A response model identifies customers who are likely to respond and the amount of profit expected from each customer using customer databases consisting of demographic data and purchase history for the purpose of direct marketing. With this model, marketers are able to decide who to contact within a limited marketing budget. A well-targeted response model can increase profit, while a mis-targeted response model not only decreases profit but also worsens the relationship between the company and customers (Blattberg et al., 2008, Gönül et al., 2000, Shin and Cho, 2006).

Usually, a response model employs a classification model to predict the likelihood to respond of each customer. Then, those likelihoods are directly used to sort the predicted respondents. However, as pointed out in KDD98 Cup (1998), there may be an inverse correlation between the likelihood to respond and the dollar amount to spend to some marketing datasets (Kim et al., 2008, Wang et al., 2005). In this case, profit may not be maximized because some low-spending customers are top-ranked, while some high-spending customers may be low-ranked. Therefore, an additional effort to maximize the profit should be added to the conventional response modeling. Two-stage response modeling (see Fig. 1), identifying respondents at the first stage and then ranking them according to expected profit at the second stage, was proposed to overcome this problem (Kim et al., 2008). In the first stage, conventional classification response models can be directly applied to predict desirable respondents based on their likelihood to respond. However, for the second stage, a new model is needed to estimate the purchase amount of respondents.

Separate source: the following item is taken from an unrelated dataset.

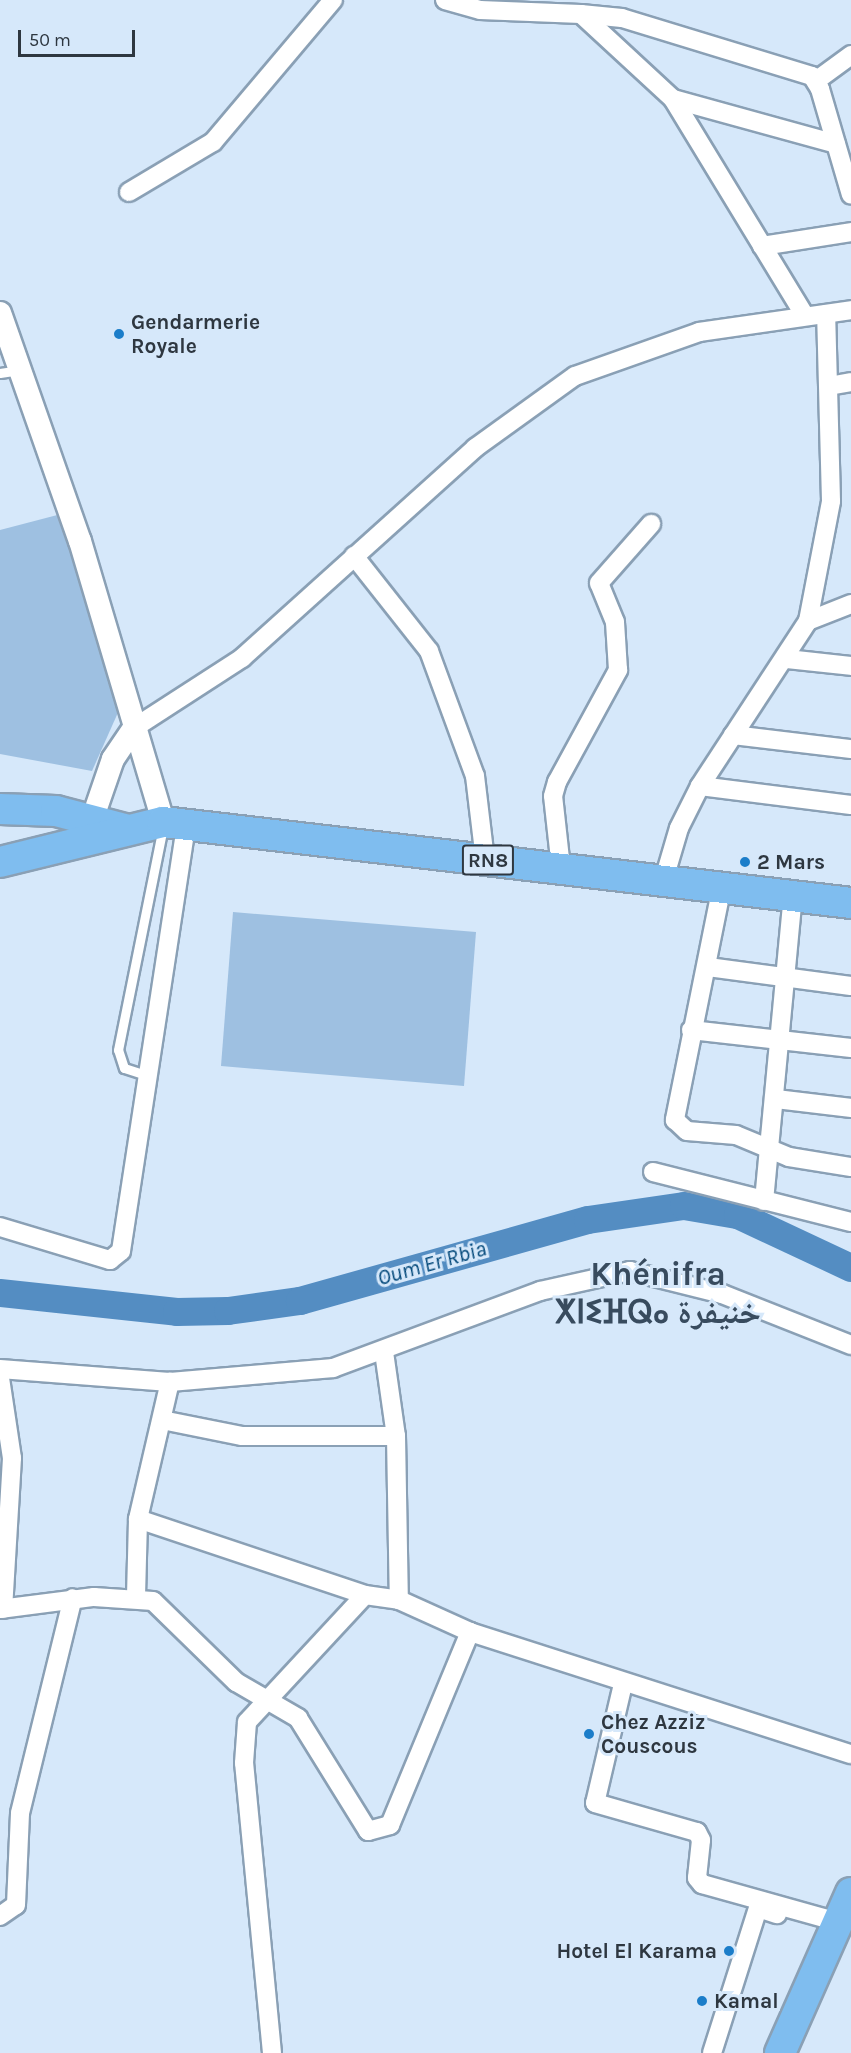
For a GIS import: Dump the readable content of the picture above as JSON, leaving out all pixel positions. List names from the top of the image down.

Support vector regression (SVR) is one possible solution for use in the second stage of the two-stage response modeling. Even though SVR has an ability to train nonlinear patterns with great generalization performances (Drucker et al., 1997, Smola and Schölkopf, 2002, Vapnik, 1995), one drawback of this algorithm is the training complexity. The training complexity of SVR is strongly correlated to the number of training patterns, as is that of Support Vector Machines (SVM): O(n3) of the training time complexity and O(n2) of the training memory complexity, where n is the number of training patterns. The training time of SVR is expensive, and occasionally, SVR does not work in a limited memory space for large datasets. In addition, response modeling datasets usually consist of very large training patterns, sometimes including billions of transactions from millions of customers. In addition, data analysis for a marketing campaign includes the construction of various models with different samples of a dataset to verify multiple marketing actions. Moreover, SVR contains an additional hyper-parameter which requires that the SVM classifier, ε, be set empirically. Hence, response modeling with SVR consists of a repeated modeling process with a very large dataset and including parameter searching processes. The training complexity of SVR must be reduced for use in practical two-stage response modeling.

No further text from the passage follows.